Every line below that mentions the word "rows" should be copied out.

== Data supplied ==
--------------------------------------------------

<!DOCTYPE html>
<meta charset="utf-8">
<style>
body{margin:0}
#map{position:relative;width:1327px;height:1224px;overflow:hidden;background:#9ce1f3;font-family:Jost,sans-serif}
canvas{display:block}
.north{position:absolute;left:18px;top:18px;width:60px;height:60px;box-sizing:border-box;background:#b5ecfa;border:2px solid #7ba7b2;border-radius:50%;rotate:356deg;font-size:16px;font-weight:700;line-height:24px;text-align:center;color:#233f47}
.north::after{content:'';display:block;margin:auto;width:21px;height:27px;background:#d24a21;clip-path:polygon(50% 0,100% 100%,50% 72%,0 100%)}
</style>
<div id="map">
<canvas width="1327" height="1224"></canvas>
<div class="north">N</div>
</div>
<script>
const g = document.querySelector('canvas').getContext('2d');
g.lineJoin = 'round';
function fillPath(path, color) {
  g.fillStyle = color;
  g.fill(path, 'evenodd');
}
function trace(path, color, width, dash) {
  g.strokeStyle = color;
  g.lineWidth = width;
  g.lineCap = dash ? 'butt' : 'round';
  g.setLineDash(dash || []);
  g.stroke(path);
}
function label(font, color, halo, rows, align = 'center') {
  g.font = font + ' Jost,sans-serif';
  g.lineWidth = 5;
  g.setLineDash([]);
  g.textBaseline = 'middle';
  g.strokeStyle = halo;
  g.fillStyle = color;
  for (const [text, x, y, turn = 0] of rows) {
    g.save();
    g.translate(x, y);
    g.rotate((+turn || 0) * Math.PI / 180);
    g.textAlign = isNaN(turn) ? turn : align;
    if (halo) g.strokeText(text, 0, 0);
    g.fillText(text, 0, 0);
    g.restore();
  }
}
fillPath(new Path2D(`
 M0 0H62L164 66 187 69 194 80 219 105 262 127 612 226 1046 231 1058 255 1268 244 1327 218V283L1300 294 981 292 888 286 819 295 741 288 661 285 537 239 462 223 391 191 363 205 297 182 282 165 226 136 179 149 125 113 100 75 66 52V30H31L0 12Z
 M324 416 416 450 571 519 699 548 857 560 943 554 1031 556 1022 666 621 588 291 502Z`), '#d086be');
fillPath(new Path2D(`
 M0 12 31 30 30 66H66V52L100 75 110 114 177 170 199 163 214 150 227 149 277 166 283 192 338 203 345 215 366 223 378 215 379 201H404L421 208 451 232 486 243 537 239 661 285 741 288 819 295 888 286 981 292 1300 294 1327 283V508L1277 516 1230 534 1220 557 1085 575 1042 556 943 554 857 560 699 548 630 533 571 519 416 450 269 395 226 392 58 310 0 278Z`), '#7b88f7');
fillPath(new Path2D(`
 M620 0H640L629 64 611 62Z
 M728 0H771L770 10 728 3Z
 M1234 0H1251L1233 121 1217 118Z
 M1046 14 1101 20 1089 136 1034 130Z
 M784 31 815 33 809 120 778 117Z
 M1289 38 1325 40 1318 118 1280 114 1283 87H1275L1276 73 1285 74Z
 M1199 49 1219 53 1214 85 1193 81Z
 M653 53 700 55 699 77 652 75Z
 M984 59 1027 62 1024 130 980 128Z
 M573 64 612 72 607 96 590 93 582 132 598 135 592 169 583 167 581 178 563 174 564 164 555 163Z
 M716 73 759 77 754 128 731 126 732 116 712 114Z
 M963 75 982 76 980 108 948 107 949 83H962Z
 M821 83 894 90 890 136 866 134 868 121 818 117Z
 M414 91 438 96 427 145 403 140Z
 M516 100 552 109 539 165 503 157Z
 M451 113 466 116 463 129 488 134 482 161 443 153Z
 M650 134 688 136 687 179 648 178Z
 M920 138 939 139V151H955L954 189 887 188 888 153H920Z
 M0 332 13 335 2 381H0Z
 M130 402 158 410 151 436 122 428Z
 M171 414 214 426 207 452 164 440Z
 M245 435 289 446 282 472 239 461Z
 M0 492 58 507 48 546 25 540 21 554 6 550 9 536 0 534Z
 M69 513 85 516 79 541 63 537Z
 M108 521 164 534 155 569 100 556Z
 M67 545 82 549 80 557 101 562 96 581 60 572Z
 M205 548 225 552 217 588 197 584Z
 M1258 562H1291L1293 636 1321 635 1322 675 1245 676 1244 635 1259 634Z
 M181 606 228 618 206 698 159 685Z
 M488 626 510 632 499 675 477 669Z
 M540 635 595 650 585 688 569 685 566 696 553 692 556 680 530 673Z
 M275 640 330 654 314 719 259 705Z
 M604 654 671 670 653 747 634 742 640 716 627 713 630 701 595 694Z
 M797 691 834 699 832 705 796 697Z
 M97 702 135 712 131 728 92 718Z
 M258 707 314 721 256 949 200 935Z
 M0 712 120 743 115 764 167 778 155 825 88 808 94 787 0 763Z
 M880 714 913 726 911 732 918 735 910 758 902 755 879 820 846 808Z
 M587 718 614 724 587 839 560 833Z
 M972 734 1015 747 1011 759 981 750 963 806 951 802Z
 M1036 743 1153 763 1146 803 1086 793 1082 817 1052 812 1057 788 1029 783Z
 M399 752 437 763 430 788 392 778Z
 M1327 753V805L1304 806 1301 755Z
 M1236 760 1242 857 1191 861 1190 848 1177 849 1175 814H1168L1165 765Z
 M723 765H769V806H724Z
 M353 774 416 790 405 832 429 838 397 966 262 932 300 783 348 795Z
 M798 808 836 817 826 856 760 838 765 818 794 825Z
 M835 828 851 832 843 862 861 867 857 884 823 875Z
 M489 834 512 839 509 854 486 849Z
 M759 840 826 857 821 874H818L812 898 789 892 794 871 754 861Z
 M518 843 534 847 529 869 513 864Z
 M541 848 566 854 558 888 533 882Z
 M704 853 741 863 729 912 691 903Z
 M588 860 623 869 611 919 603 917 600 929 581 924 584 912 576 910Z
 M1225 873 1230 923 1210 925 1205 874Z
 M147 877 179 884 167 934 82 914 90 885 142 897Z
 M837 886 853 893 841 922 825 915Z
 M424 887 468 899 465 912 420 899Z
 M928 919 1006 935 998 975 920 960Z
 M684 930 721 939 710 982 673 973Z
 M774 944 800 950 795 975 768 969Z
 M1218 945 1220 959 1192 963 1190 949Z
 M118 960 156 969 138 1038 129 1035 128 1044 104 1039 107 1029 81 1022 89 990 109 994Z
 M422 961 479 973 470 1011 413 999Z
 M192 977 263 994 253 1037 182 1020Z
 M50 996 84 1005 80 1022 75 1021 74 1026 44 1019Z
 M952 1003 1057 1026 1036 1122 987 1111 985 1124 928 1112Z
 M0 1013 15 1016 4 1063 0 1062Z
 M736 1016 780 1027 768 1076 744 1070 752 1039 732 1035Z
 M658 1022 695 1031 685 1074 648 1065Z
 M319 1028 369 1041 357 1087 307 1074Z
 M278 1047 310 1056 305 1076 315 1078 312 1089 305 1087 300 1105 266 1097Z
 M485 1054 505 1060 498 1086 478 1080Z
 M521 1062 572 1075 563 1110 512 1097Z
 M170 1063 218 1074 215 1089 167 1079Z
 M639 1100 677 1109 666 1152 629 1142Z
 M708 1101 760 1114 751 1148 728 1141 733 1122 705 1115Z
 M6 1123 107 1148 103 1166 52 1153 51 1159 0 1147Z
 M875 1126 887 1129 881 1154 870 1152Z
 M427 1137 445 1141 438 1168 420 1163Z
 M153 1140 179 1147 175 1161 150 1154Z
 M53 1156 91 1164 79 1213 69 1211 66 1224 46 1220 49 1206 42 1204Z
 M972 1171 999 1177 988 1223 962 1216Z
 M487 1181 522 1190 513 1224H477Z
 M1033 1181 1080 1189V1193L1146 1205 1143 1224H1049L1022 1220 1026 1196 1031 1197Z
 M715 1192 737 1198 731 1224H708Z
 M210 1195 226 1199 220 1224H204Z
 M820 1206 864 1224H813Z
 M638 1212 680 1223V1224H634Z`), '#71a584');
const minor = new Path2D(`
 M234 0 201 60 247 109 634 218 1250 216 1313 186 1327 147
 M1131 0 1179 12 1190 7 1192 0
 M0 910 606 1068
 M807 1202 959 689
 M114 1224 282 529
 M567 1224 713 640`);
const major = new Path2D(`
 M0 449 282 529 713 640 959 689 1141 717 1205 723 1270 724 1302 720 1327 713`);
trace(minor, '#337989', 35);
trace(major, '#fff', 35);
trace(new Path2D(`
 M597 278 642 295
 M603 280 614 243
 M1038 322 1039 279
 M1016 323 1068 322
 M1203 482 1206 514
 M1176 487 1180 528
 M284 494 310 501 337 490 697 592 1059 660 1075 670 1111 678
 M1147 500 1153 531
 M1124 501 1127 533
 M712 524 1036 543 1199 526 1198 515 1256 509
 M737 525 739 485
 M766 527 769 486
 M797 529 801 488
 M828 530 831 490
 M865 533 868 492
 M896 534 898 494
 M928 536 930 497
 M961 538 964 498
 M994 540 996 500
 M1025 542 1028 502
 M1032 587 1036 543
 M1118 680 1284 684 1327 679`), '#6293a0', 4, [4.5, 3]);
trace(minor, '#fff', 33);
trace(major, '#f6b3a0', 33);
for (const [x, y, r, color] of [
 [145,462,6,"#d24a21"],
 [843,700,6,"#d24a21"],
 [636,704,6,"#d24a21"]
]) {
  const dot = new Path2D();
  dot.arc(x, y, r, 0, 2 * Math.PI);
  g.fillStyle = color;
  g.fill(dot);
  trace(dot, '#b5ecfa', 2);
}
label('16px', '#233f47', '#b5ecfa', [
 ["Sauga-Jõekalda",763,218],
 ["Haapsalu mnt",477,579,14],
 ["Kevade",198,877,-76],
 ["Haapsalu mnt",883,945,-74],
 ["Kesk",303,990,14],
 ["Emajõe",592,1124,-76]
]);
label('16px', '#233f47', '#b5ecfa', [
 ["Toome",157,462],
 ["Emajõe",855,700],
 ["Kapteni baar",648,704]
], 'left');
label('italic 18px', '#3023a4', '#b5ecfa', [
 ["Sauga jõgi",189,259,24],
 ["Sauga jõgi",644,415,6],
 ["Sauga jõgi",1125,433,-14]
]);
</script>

--------------------------------------------------

== Solution to this task ==
function label(font, color, halo, rows, align = 'center') {
  for (const [text, x, y, turn = 0] of rows) {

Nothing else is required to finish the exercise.